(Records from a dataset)
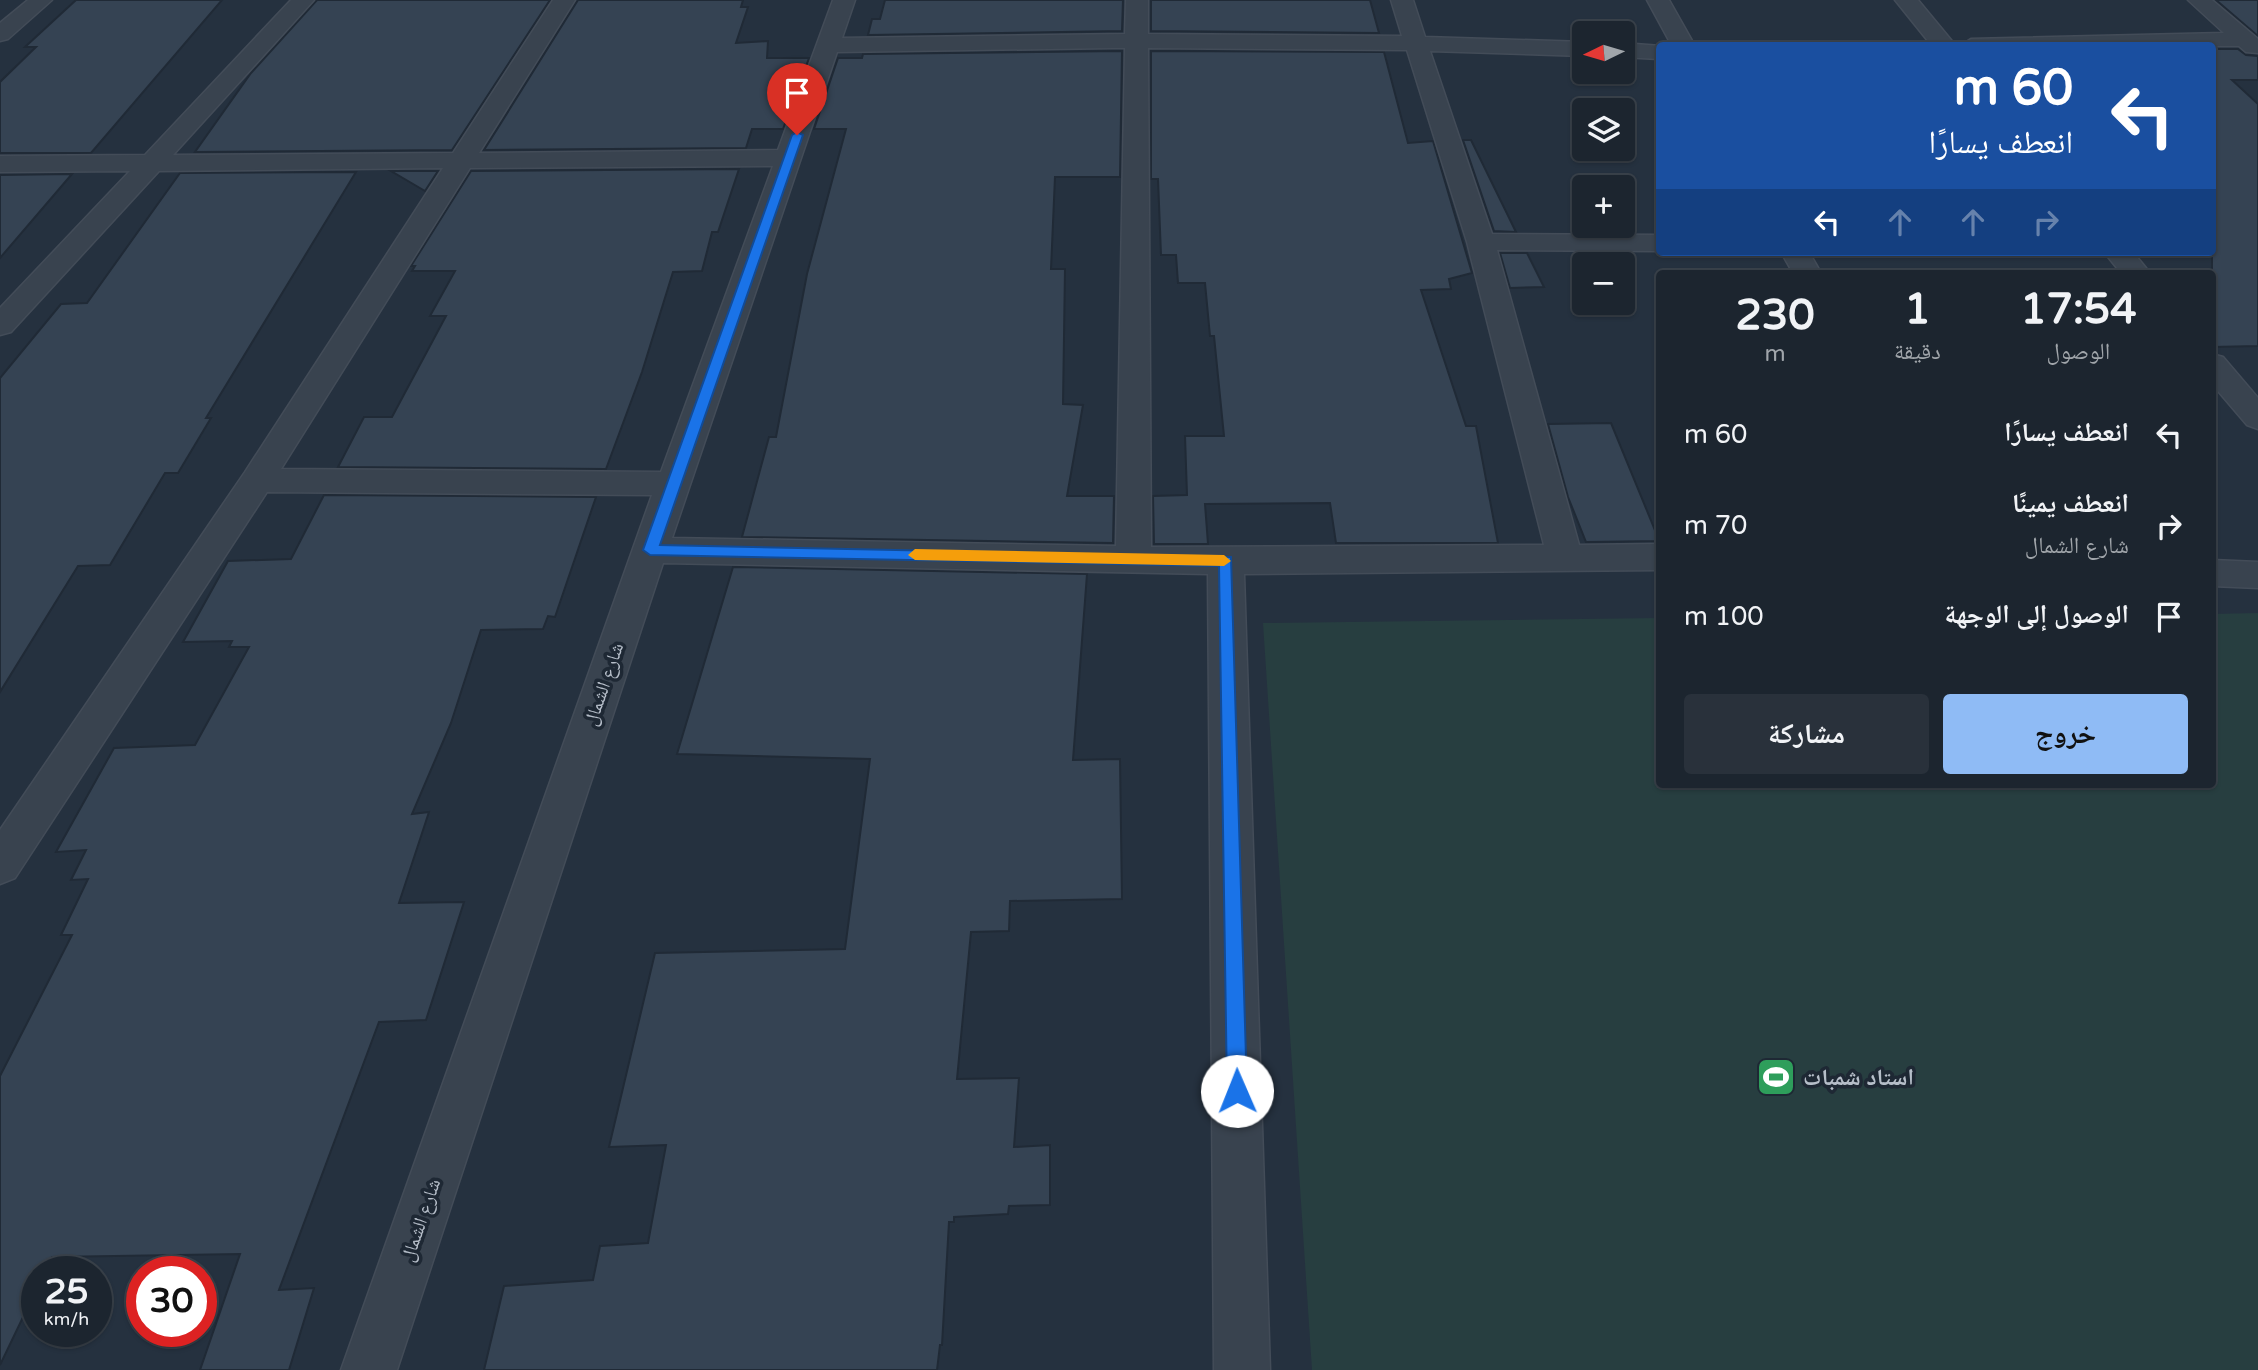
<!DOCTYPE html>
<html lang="ar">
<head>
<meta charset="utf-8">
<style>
  body { margin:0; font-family:"Varela Round","Noto Naskh Arabic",sans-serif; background:#29313b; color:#f1f3f6; direction:rtl; height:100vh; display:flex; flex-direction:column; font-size:26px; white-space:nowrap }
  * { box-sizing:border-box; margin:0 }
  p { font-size:23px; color:#a0a5aa }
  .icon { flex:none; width:38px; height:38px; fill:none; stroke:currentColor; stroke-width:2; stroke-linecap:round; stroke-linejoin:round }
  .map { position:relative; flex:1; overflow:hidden; direction:ltr }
  .panel { position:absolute; left:1656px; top:270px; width:560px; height:518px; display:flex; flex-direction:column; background:#1c252f; border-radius:7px; box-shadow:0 2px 5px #0004,0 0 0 2px #3a424b; direction:rtl }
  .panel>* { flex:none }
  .top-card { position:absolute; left:1656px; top:42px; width:560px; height:214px; border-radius:7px; box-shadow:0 2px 5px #0004,0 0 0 2px #3a424b; direction:rtl; background:#1a4fa0; color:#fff; overflow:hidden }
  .needle { width:46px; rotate:265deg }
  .tools { position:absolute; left:1572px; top:21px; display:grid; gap:14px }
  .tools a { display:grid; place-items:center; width:63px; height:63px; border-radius:7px; background:#1c252f; box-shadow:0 2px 5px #0004,0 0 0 2px #3a424b; font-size:35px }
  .speed { position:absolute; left:21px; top:1256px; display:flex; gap:14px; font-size:35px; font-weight:700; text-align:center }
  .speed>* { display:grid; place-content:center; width:91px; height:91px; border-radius:50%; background:#1c252f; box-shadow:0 2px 5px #0004,0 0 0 2px #3a424b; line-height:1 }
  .speed small { font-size:18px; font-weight:400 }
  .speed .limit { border:10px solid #d22; background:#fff; color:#111 }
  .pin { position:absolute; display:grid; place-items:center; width:60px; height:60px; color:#fff; margin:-72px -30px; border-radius:50% 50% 50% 0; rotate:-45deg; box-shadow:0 0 7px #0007 }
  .pin .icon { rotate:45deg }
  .me { position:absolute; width:77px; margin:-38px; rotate:359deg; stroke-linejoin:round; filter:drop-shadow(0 0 5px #0008) }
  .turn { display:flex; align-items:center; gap:24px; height:147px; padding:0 28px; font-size:32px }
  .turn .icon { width:91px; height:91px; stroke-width:2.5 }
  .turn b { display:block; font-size:49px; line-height:60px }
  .lanes { display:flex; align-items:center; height:66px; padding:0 28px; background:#0003; justify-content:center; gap:35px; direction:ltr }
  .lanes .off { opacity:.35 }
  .eta { display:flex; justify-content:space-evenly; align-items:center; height:119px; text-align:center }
  .eta b { font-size:42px; font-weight:800; line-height:49px }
  .button { display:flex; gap:14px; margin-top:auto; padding:14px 28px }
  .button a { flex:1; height:80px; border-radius:7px; background:#8fbbf5; color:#111; font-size:28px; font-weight:800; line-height:80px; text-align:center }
  .button a+a { background:#29313b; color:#f1f3f6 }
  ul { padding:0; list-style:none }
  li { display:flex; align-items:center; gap:21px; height:91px; padding:0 28px }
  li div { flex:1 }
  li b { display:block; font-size:26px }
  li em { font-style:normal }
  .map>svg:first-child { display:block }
  .green { fill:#273e40 }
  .building { fill:#354353; stroke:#202a36; stroke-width:2 }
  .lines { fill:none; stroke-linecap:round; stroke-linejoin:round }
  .minor-casing { stroke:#434c58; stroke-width:3 }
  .minor { fill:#39434f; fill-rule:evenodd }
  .route { fill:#1a73e8; stroke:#114b97; stroke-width:2 }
  .slow { fill:#f59e0b }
  .labels { text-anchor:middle; stroke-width:7; stroke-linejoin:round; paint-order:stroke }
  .street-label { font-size:19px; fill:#b6bec9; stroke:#1e2834 }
  .near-poi-label { font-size:23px; font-weight:bold; fill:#b6bec9; stroke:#1e2834; text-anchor:start }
</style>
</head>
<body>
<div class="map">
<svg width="2258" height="1370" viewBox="0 0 2258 1370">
  <rect width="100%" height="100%" fill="#25313f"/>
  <path class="green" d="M2258,613V1370H1312L1263,623L1659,618V784H2212V614Z"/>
  <path class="building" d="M76,0H222L91,153H0V82L36,47H25Z
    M317,0H550L452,150L195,152L251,73Z
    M578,0H743L741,7H748L736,43L768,41L767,58H809L783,129H752L746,148L484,150Z
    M885,0H1123L1122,31L868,35L872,19H880Z
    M1151,0H1370L1379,33L1151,31Z
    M2216,0H2258V36Z
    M2212,49H2238L2246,55L2258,56V80H2232L2258,104V346L2212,347Z
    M1122,51L1120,177H1055L1051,269H1065L1063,404L1083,405L1067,496H1114L1113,543L742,537L769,437H776L807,274L846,129H814L838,58H862L863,54Z
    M1151,51L1384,52L1408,143L1433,141L1472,273L1449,279L1451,289L1421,290L1466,426H1476L1498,543H1336L1330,503L1205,504L1208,544H1154L1153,496L1187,495L1185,436H1224L1214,336H1210L1205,283H1178L1176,255H1161L1158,179H1151Z
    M1463,140H1471L1516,232L1494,231Z
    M739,169L718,232H712L702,271L673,272L642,372L606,469L338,467L364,417H392L446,316H430L455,271H412L415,266H411L471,171Z
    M391,171H438L425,191Z
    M356,172L206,418H211L178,473H165L110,565L78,566L0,692V378L61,304L87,303L180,173Z
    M72,174L0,258V175Z
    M1500,253H1527L1544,287L1510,288Z
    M1611,423L1659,540V541L1586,542L1568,497L1548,424Z
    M324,495L596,497L555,617L548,616L543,629L481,630L451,723L412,814L429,812L399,903L464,902L426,1020L379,1022L279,1290L314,1288L289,1370H200L240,1254L52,1257L44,1272H37V1288L0,1365V1076L72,935H61L88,879L71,880L86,850L56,852L114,748L195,745L249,647H229L232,641L183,642L228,561L291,559Z
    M733,567L1087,574L1073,760L1120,759L1122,899L1010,901L1009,931L971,932L957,1079L1019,1078L1014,1147L1050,1145V1205L1009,1206L1008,1214L954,1217V1222H949L942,1345H940L937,1370H484L504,1286L593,1280L600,1246L648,1243L666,1145L609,1147L655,953L845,949L870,759L677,754Z"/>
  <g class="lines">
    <defs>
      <path id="minor" d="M28,0H52L8,39L0,41V23Z
        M291,0H314L173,155L453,153L553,0H575L479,153L778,150L833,0H855L842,38L1125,34L1126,0H1148V34L1402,36L1391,0H1413L1425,37L1584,42V56L1430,51L1492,234L1659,235V251L1497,250L1579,545L1659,544V570L1244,574L1270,1370H1214L1208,574L663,563L397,1370H341L652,495L267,492L15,878L0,884V830L245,472L443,168L159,171L11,332L0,335V308L130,171L0,172V156L145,155ZM1112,48H1125L1116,546L672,538L837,52ZM1148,48L1407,50L1467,242L1544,545L1151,547ZM773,166L661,472L281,469L470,168Z
        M1647,0H1669L1695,46H1672Z
        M1895,0H1918L1956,46H1932Z
        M2188,0H2212L2258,39V53L2246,52L2239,46H1960L1971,39L2224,33Z
        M1622,43L1661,46L1659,59L1622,57Z
        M1781,252H1809L1821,273H1793Z
        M2104,252H2133L2150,273H2121Z
        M2212,354L2223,357L2258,398V429L2247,425L2212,384Z
        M2212,560L2258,562V588L2212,586Z"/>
    </defs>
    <use href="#minor" class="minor-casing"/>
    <use href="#minor" class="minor"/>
  </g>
  <path class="route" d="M797,132L803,135L660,545L1231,557L1247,1091L1244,1098L1237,1101L1229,1098L1227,1091L1219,566L650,555L643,550L792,135Z"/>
  <path class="slow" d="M915,549L1224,555L1231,561L1224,566L915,560L908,555Z"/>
  <defs>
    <symbol id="stadium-square" viewBox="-11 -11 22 22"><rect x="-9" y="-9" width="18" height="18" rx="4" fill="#2e9e5b" stroke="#1e2834"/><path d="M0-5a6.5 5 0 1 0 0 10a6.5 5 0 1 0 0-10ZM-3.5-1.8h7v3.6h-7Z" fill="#fff"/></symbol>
  </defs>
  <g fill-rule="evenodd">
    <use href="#stadium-square" x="1754" y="1055" width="44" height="44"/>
  </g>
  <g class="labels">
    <g class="street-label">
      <text transform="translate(603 684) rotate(-71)" y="7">شارع الشمال</text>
      <text transform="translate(420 1220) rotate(-71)" y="7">شارع الشمال</text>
    </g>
    <g class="near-poi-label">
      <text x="1803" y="1085">استاد شمبات</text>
    </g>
  </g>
</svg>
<div class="tools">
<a><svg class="needle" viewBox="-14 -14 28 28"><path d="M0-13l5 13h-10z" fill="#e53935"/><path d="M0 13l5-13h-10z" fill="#a0a5aa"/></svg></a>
<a><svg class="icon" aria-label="layers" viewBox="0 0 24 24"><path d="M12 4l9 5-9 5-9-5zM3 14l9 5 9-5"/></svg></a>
<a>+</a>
<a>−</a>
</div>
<div class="speed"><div>25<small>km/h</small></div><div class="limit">30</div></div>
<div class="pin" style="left:797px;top:135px;background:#d93025"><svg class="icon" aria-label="arrive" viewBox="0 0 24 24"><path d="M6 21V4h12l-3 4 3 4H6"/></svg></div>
<svg class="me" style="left:1237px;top:1091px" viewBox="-20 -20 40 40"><circle r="19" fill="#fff"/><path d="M0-13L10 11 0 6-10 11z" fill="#1a73e8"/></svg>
<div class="top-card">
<div class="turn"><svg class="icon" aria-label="left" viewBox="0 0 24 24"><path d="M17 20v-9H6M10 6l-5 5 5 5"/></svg><div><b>60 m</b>انعطف يسارًا</div></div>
<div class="lanes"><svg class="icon" aria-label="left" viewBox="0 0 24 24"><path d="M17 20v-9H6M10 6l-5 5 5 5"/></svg><svg class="icon off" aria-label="ahead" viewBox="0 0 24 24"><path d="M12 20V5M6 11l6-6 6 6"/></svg><svg class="icon off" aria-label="ahead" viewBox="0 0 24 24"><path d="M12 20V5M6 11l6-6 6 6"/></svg><svg class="icon off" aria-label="right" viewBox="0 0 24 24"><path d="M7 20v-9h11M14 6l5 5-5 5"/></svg></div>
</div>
<section class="panel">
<div class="eta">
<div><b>17:54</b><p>الوصول</p></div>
<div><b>1</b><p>دقيقة</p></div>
<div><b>230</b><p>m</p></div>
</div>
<ul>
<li><svg class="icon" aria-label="left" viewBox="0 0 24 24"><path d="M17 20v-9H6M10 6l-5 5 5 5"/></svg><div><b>انعطف يسارًا</b></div><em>60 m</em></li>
<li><svg class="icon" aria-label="right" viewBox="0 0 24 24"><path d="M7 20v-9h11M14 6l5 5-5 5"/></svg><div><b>انعطف يمينًا</b><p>شارع الشمال</p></div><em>70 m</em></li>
<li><svg class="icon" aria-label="arrive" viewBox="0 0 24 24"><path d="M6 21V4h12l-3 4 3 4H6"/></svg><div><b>الوصول إلى الوجهة</b></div><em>100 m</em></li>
</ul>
<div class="button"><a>خروج</a><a>مشاركة</a></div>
</section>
</div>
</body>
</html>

- [What you will do]:
If a line of the records above contains the word "grid", count it; then give the total and nothing more.

- [Response for this exercise]:
4